▸ Task input:
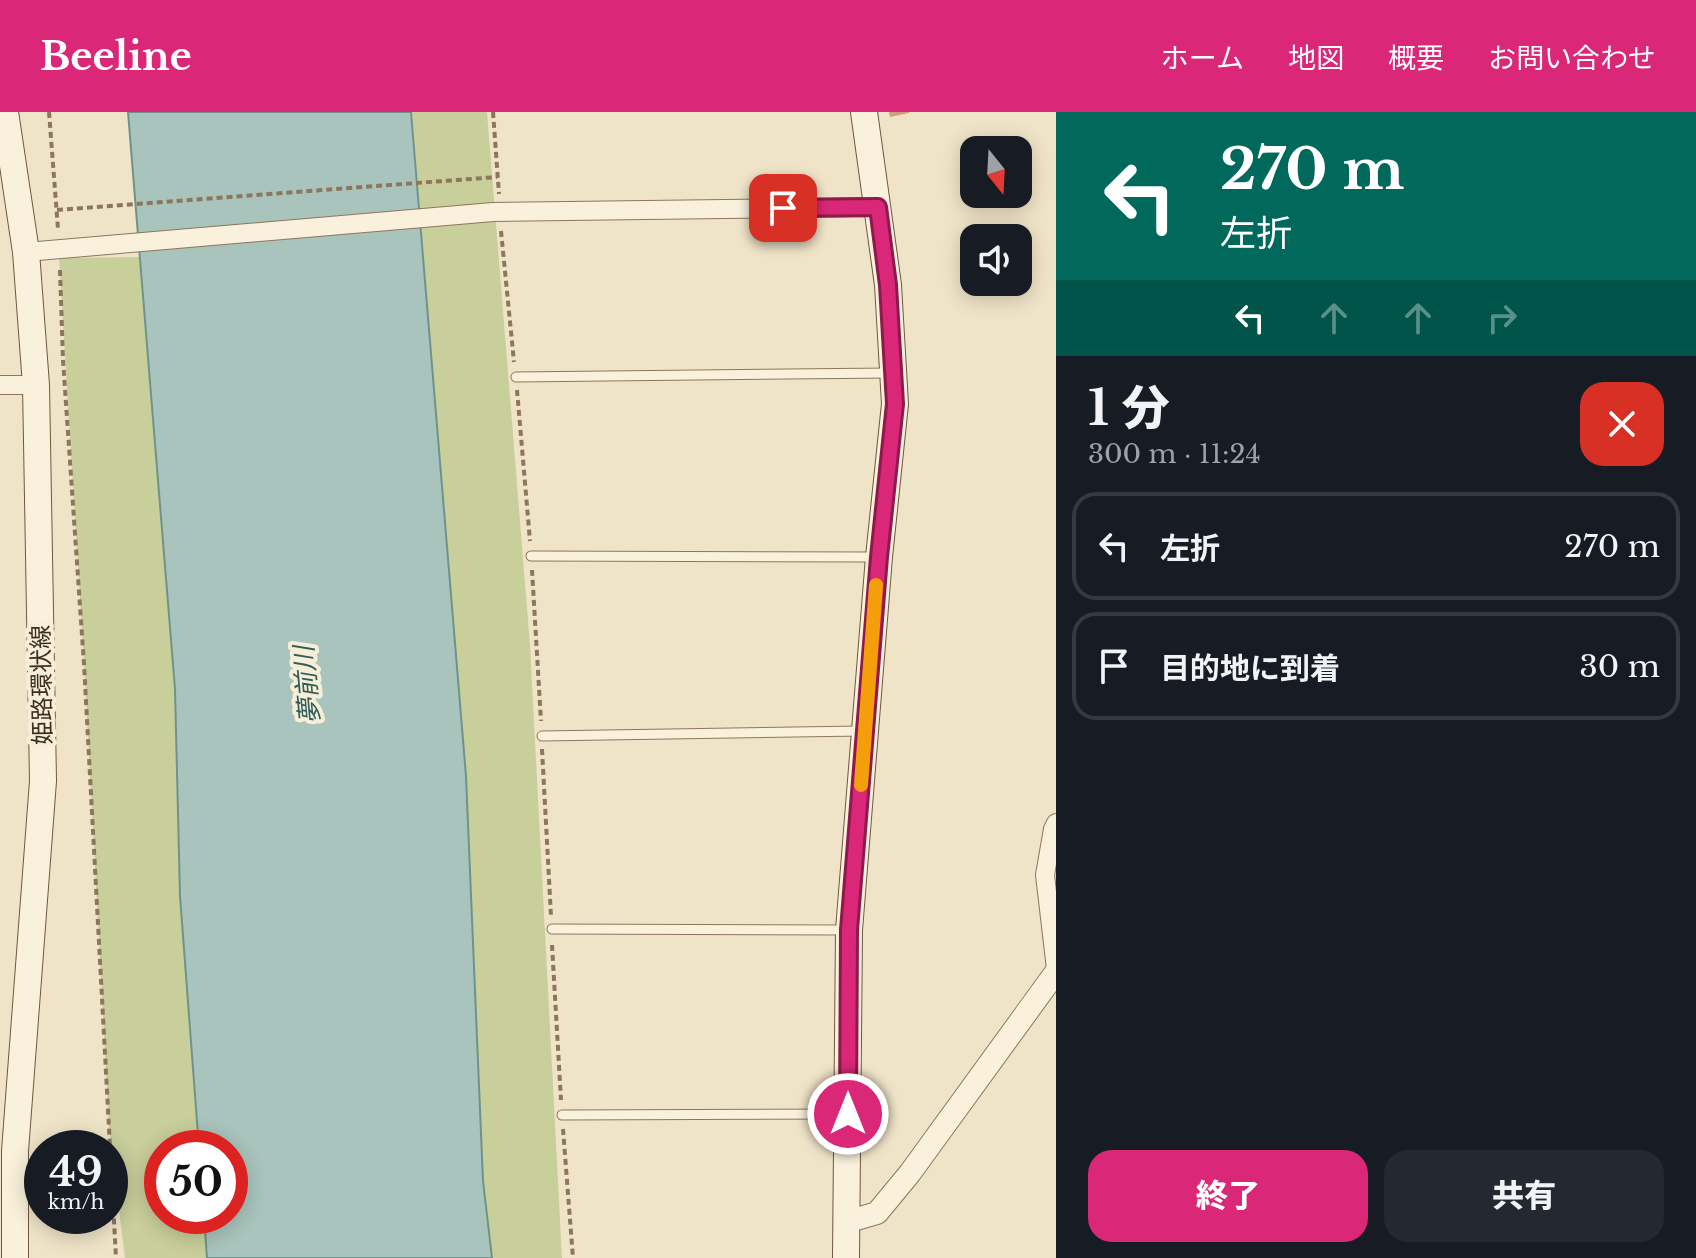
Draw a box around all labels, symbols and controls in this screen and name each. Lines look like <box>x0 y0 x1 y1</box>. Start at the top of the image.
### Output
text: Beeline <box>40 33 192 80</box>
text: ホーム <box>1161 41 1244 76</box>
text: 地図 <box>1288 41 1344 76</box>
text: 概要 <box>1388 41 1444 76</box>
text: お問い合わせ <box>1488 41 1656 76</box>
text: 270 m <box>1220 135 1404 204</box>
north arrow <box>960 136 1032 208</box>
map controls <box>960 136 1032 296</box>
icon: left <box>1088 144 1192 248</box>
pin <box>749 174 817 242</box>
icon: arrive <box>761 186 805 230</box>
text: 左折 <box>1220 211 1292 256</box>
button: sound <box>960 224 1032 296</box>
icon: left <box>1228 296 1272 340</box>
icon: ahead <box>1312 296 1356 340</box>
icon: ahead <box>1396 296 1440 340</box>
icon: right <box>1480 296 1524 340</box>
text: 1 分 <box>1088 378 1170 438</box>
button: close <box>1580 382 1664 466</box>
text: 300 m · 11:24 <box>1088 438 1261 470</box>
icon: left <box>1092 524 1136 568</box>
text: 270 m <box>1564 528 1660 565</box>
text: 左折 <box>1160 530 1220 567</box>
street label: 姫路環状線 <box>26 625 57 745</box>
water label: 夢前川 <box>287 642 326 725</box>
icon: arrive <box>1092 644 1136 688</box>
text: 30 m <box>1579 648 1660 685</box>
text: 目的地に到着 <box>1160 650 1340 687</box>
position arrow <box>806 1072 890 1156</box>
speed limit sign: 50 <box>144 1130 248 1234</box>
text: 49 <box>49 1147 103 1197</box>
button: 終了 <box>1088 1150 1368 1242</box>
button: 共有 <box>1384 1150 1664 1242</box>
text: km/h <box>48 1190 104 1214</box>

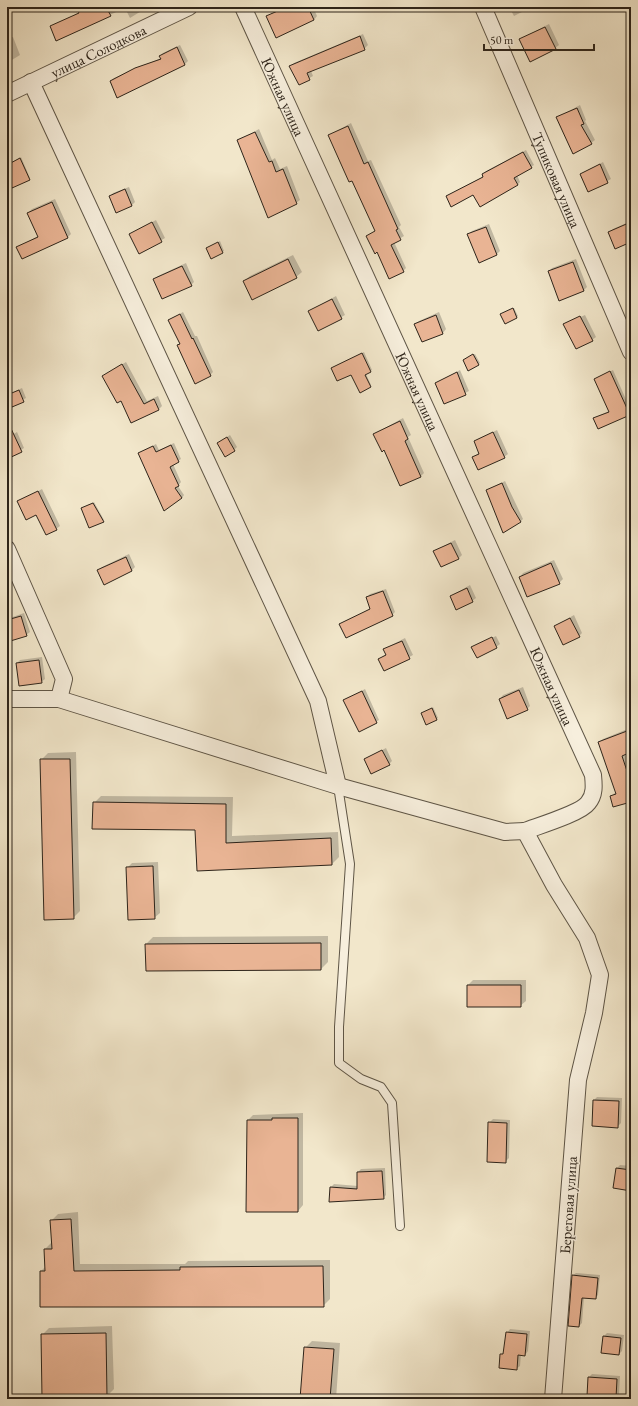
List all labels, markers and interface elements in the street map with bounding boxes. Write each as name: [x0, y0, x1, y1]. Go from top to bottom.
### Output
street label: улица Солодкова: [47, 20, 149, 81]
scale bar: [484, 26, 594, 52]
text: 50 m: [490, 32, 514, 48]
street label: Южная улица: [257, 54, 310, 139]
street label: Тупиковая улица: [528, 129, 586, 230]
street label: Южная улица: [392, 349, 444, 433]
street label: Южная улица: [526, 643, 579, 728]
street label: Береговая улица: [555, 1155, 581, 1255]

* * *

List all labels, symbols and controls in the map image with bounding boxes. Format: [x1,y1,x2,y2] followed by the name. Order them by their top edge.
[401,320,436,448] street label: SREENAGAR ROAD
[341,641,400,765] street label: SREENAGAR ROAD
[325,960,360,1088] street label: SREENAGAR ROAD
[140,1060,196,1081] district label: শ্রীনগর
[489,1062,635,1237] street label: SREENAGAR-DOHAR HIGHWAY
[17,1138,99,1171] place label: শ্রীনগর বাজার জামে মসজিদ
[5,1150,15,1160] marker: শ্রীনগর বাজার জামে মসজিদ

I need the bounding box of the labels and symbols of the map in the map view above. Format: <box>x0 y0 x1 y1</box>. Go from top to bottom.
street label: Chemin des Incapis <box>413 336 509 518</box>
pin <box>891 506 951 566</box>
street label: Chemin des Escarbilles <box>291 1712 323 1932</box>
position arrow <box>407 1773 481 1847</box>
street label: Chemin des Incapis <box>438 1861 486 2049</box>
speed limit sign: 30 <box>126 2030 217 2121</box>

▸ What to produce: What is the number of lines above that hold the string "each"? Answer with that number alone.

▸ Exercise answer: 2